→ **WHAT IS REQUIRED**
Each record should be reproduced exactly.
=== MATERIAL FOR THIS TASK ===
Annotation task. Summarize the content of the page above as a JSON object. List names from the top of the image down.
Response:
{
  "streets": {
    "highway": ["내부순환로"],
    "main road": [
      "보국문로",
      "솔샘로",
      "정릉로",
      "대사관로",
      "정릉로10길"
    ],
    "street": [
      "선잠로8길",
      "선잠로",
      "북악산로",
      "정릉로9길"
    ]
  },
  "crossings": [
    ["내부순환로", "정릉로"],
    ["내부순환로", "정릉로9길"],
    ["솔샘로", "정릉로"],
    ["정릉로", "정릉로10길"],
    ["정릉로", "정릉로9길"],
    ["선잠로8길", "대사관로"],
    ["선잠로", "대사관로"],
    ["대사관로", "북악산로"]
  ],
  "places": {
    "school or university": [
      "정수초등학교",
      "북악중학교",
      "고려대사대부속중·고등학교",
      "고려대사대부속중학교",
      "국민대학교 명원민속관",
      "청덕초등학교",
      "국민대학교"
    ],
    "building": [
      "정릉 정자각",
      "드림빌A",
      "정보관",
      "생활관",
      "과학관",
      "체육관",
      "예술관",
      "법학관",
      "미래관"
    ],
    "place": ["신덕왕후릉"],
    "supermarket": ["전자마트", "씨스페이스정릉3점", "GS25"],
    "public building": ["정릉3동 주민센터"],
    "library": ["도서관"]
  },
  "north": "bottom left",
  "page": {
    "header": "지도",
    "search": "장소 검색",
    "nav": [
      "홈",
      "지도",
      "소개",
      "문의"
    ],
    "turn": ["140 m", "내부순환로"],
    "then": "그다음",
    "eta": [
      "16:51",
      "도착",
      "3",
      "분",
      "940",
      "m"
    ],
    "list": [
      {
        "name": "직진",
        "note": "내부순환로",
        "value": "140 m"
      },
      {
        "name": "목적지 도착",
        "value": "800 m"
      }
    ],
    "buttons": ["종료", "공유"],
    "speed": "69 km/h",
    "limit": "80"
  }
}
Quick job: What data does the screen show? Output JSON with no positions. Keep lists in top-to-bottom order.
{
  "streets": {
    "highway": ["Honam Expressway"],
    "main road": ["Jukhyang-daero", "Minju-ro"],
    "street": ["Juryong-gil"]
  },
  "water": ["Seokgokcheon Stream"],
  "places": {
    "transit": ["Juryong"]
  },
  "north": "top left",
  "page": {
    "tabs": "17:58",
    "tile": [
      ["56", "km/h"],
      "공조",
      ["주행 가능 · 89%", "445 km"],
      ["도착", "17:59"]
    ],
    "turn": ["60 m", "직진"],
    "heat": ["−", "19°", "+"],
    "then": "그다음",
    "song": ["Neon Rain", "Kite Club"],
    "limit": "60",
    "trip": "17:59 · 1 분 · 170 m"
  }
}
===
→ **ANSWER SPACE**
Annotation task. Summarize the content of the page above as a JSON object. List names from the top of the image down.
Response:
{
  "streets": {
    "highway": ["내부순환로"],
    "main road": [
      "보국문로",
      "솔샘로",
      "정릉로",
      "대사관로",
      "정릉로10길"
    ],
    "street": [
      "선잠로8길",
      "선잠로",
      "북악산로",
      "정릉로9길"
    ]
  },
  "crossings": [
    ["내부순환로", "정릉로"],
    ["내부순환로", "정릉로9길"],
    ["솔샘로", "정릉로"],
    ["정릉로", "정릉로10길"],
    ["정릉로", "정릉로9길"],
    ["선잠로8길", "대사관로"],
    ["선잠로", "대사관로"],
    ["대사관로", "북악산로"]
  ],
  "places": {
    "school or university": [
      "정수초등학교",
      "북악중학교",
      "고려대사대부속중·고등학교",
      "고려대사대부속중학교",
      "국민대학교 명원민속관",
      "청덕초등학교",
      "국민대학교"
    ],
    "building": [
      "정릉 정자각",
      "드림빌A",
      "정보관",
      "생활관",
      "과학관",
      "체육관",
      "예술관",
      "법학관",
      "미래관"
    ],
    "place": ["신덕왕후릉"],
    "supermarket": ["전자마트", "씨스페이스정릉3점", "GS25"],
    "public building": ["정릉3동 주민센터"],
    "library": ["도서관"]
  },
  "north": "bottom left",
  "page": {
    "header": "지도",
    "search": "장소 검색",
    "nav": [
      "홈",
      "지도",
      "소개",
      "문의"
    ],
    "turn": ["140 m", "내부순환로"],
    "then": "그다음",
    "eta": [
      "16:51",
      "도착",
      "3",
      "분",
      "940",
      "m"
    ],
    "list": [
      {
        "name": "직진",
        "note": "내부순환로",
        "value": "140 m"
      },
      {
        "name": "목적지 도착",
        "value": "800 m"
      }
    ],
    "buttons": ["종료", "공유"],
    "speed": "69 km/h",
    "limit": "80"
  }
}
Quick job: What data does the screen show? Output JSON with no positions. Keep lists in top-to-bottom order.
{
  "streets": {
    "highway": ["Honam Expressway"],
    "main road": ["Jukhyang-daero", "Minju-ro"],
    "street": ["Juryong-gil"]
  },
  "water": ["Seokgokcheon Stream"],
  "places": {
    "transit": ["Juryong"]
  },
  "north": "top left",
  "page": {
    "tabs": "17:58",
    "tile": [
      ["56", "km/h"],
      "공조",
      ["주행 가능 · 89%", "445 km"],
      ["도착", "17:59"]
    ],
    "turn": ["60 m", "직진"],
    "heat": ["−", "19°", "+"],
    "then": "그다음",
    "song": ["Neon Rain", "Kite Club"],
    "limit": "60",
    "trip": "17:59 · 1 분 · 170 m"
  }
}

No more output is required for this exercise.